El fundamento de la fe es la obediencia radical del hombre a las propuestas misteriosas de Dios. Esa actitud obediente nace de una escucha incondicional, serena y alegre, consciente y confiada, responsable y adulta. Pero, sólo el niño que llevamos dentro es capaz de escuchar a Dios. El creyente obediente es un niño adulto, silencioso y apasionado, un entusiasta hijo de Dios que crece en la dirección de su amor, y en pelea directa con sus contrarios: el poder, el tener y el mero placer. Y en esa obediencia incondicional, sin manipulaciones, las dos mujeres fueron pioneras. Y con ellas otras Marías pioneras al pie de la cruz y testigos de la resurrección.
Mujeres. El mundo de los hombres, investidos en la historia por el poder, el tener y el placer, en pelea con la fe en Cristo y su Evangelio, acabó, en muchas ocasiones, por recluir en el silencio y el servicio a las mujeres pioneras en las tareas del Evangelio. Y sin saber la trascendencia histórica de su acción, situaron a la mujer en lo que en verdad es, en el lugar de la oración, la comunicación, el susurro, la entrega, la ternura, el crecimiento espiritual, la audacia, la valentía de la fe. Y ahí están.

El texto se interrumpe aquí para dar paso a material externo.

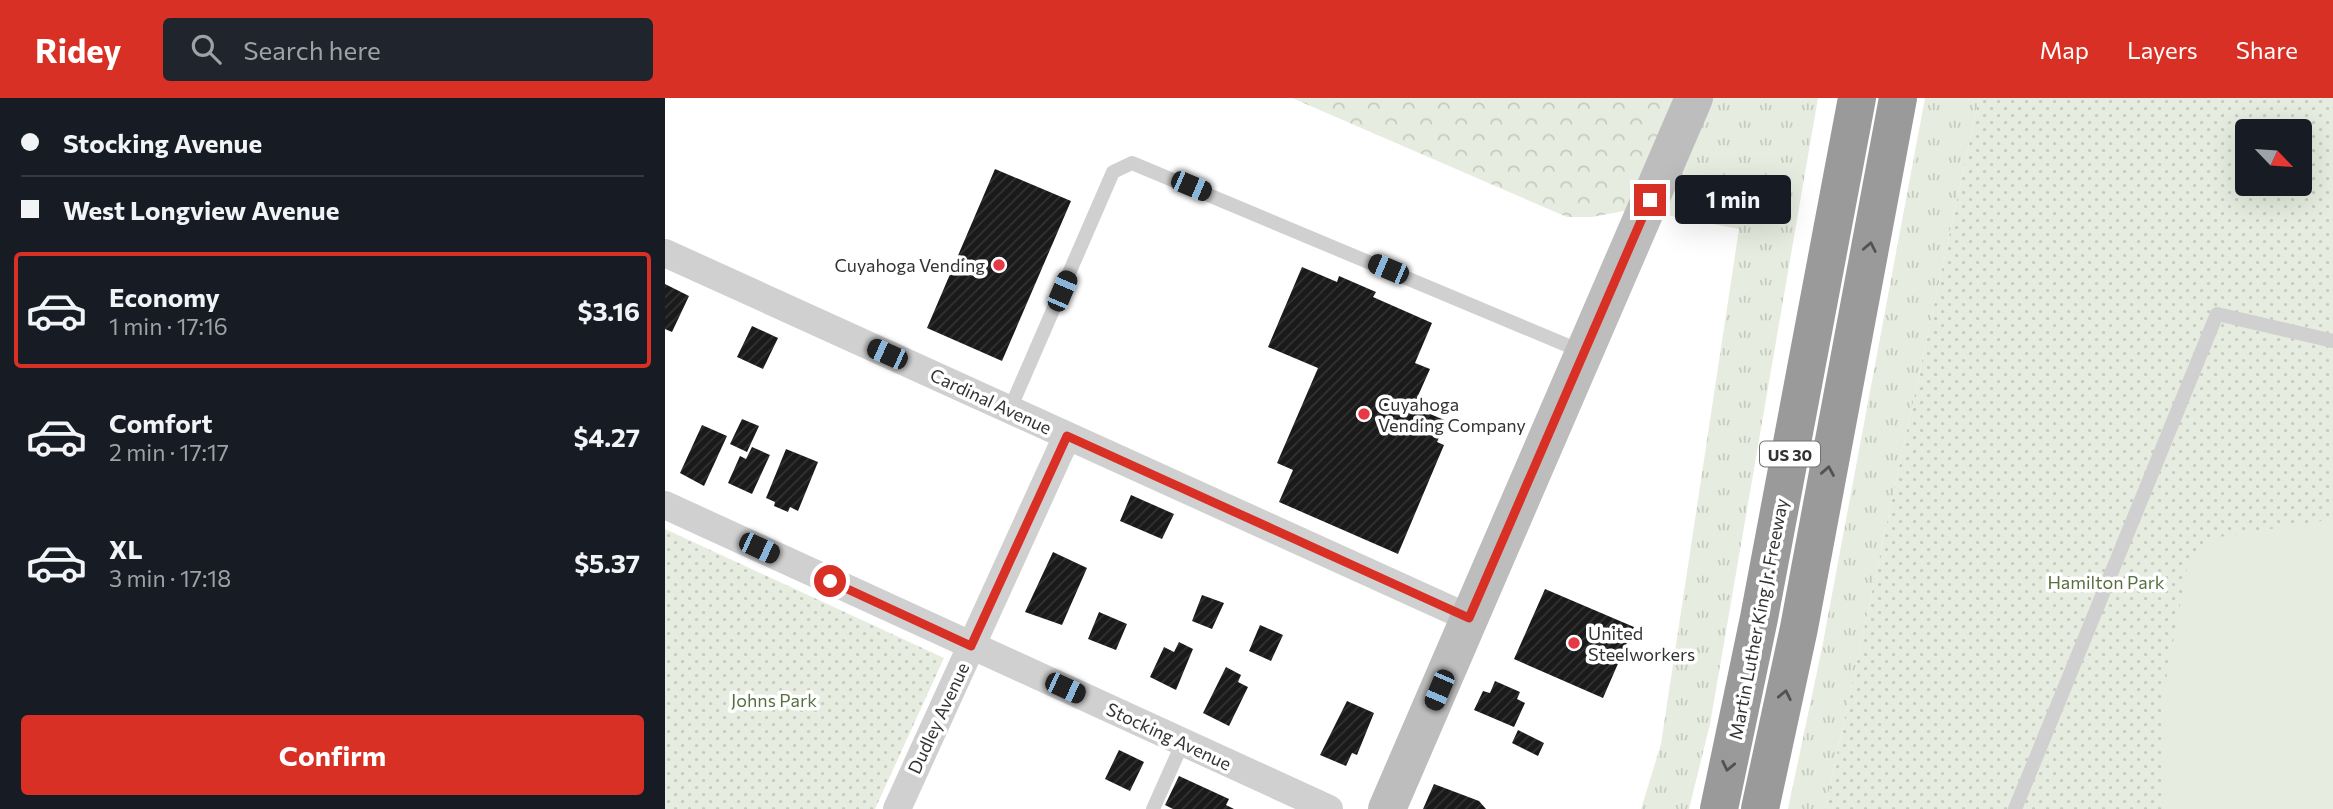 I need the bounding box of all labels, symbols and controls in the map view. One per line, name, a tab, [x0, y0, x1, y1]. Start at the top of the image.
search box	[163, 18, 653, 81]
text: Ridey	[35, 29, 121, 70]
icon: search	[187, 30, 225, 68]
text: Search here	[243, 34, 381, 65]
text: Map	[2040, 35, 2089, 64]
text: Layers	[2127, 35, 2198, 64]
text: Share	[2236, 35, 2298, 64]
north arrow	[2235, 119, 2312, 196]
map controls	[2235, 119, 2312, 196]
text: Stocking Avenue	[63, 127, 262, 158]
car	[1168, 168, 1215, 204]
callout: 1 min	[1675, 176, 1790, 224]
route end	[1634, 184, 1666, 216]
text: 1 min	[1706, 185, 1760, 213]
text: West Longview Avenue	[63, 194, 339, 225]
one-way arrow	[1862, 241, 1877, 253]
car	[1365, 251, 1412, 287]
place label: Cuyahoga Vending	[835, 254, 985, 276]
marker: Cuyahoga Vending	[991, 257, 1007, 273]
car	[1045, 268, 1080, 314]
icon: car	[25, 279, 88, 342]
text: Economy	[109, 281, 220, 312]
text: $3.16	[578, 295, 640, 326]
text: 1 min · 17:16	[109, 312, 228, 340]
car	[864, 336, 911, 372]
street label: Cardinal Avenue	[927, 363, 1055, 439]
place label: Cuyahoga Vending Company	[1378, 393, 1526, 436]
icon: car	[25, 405, 88, 468]
marker: Cuyahoga Vending Company	[1356, 406, 1372, 422]
text: Comfort	[109, 407, 212, 438]
text: $4.27	[573, 421, 640, 452]
text: 2 min · 17:17	[109, 438, 229, 466]
road number: US 30	[1760, 442, 1820, 466]
one-way arrow	[1820, 465, 1835, 477]
street label: Martin Luther King Jr. Freeway	[1724, 496, 1792, 742]
car	[736, 530, 783, 566]
icon: car	[25, 531, 88, 594]
text: XL	[109, 533, 143, 564]
text: $5.37	[574, 547, 640, 578]
text: 3 min · 17:18	[109, 564, 231, 592]
route start	[814, 565, 846, 597]
park label: Hamilton Park	[2047, 571, 2165, 593]
place label: United Steelworkers	[1588, 622, 1695, 665]
marker: United Steelworkers	[1566, 635, 1582, 651]
street label: Dudley Avenue	[903, 659, 973, 777]
car	[1422, 667, 1457, 713]
car	[1042, 670, 1089, 706]
park label: Johns Park	[731, 689, 817, 711]
one-way arrow	[1777, 689, 1792, 701]
street label: Stocking Avenue	[1103, 697, 1235, 775]
button: Confirm	[21, 715, 644, 795]
one-way arrow	[1722, 760, 1737, 772] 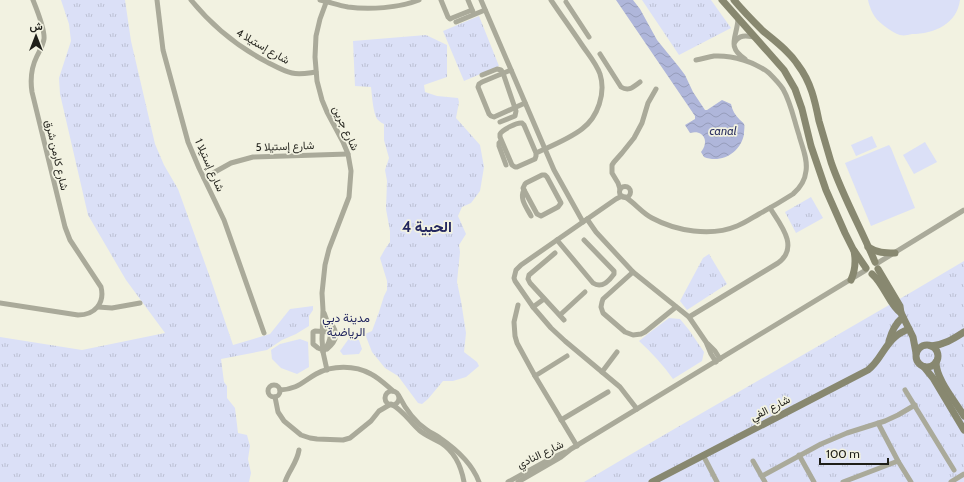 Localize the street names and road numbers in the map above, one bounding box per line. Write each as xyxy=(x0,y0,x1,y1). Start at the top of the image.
street label: شارع إستيلا 4 xyxy=(233,25,292,68)
street label: شارع جرين xyxy=(329,103,363,153)
street label: شارع كارمن شرق xyxy=(41,118,72,192)
street label: شارع إستيلا 1 xyxy=(191,136,228,194)
street label: شارع إستيلا 5 xyxy=(255,138,315,155)
street label: شارع الفي xyxy=(748,392,794,427)
street label: شارع النادي xyxy=(514,437,567,474) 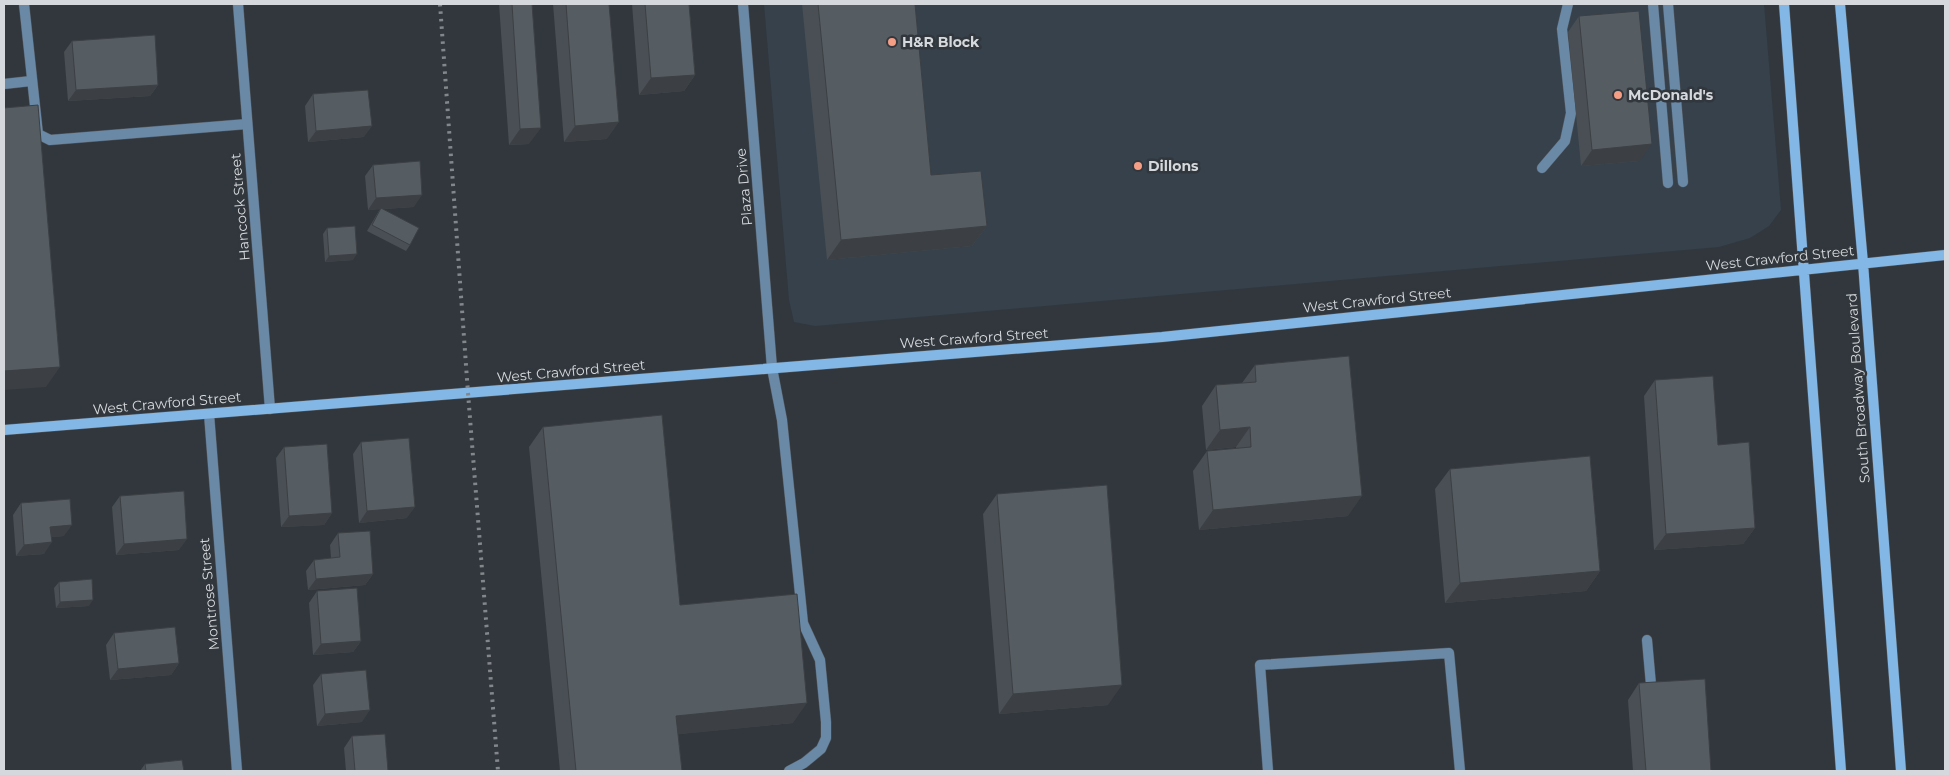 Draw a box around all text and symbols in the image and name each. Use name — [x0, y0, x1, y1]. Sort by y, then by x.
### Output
place label: H&R Block — [902, 33, 980, 51]
marker: H&R Block — [886, 36, 898, 48]
place label: McDonald's — [1628, 86, 1714, 104]
marker: McDonald's — [1612, 89, 1624, 101]
street label: Plaza Drive — [732, 147, 756, 227]
street label: Hancock Street — [226, 152, 254, 261]
place label: Dillons — [1148, 157, 1199, 175]
marker: Dillons — [1132, 160, 1144, 172]
street label: West Crawford Street — [1705, 241, 1855, 275]
street label: West Crawford Street — [1302, 283, 1452, 317]
street label: South Broadway Boulevard — [1842, 292, 1874, 484]
street label: West Crawford Street — [899, 324, 1049, 352]
street label: West Crawford Street — [496, 356, 646, 386]
street label: West Crawford Street — [92, 388, 242, 418]
street label: Montrose Street — [195, 537, 223, 651]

Aquí están.
Mujeres que, sin protagonismo estirado o estéril, sin abuso de poder ni manipulación, han estado siempre, desde la discreción y el servicio a los más pobres y desvalidos, cumpliendo el santo Evangelio, cuidando y sanando a los enfermos, educando a los niños, velando por la comunidad creyente y constituyéndola desde abajo. Hemos visto a cientos de mujeres trabajando por la Iglesia, cuidando los templos, dando catequesis, manteniendo el voluntariado social, llenando las iglesias, educando la fe de sus hijos y adolescentes, alimentando las comunidades cristianas de sentido, de dignidad y de futuro.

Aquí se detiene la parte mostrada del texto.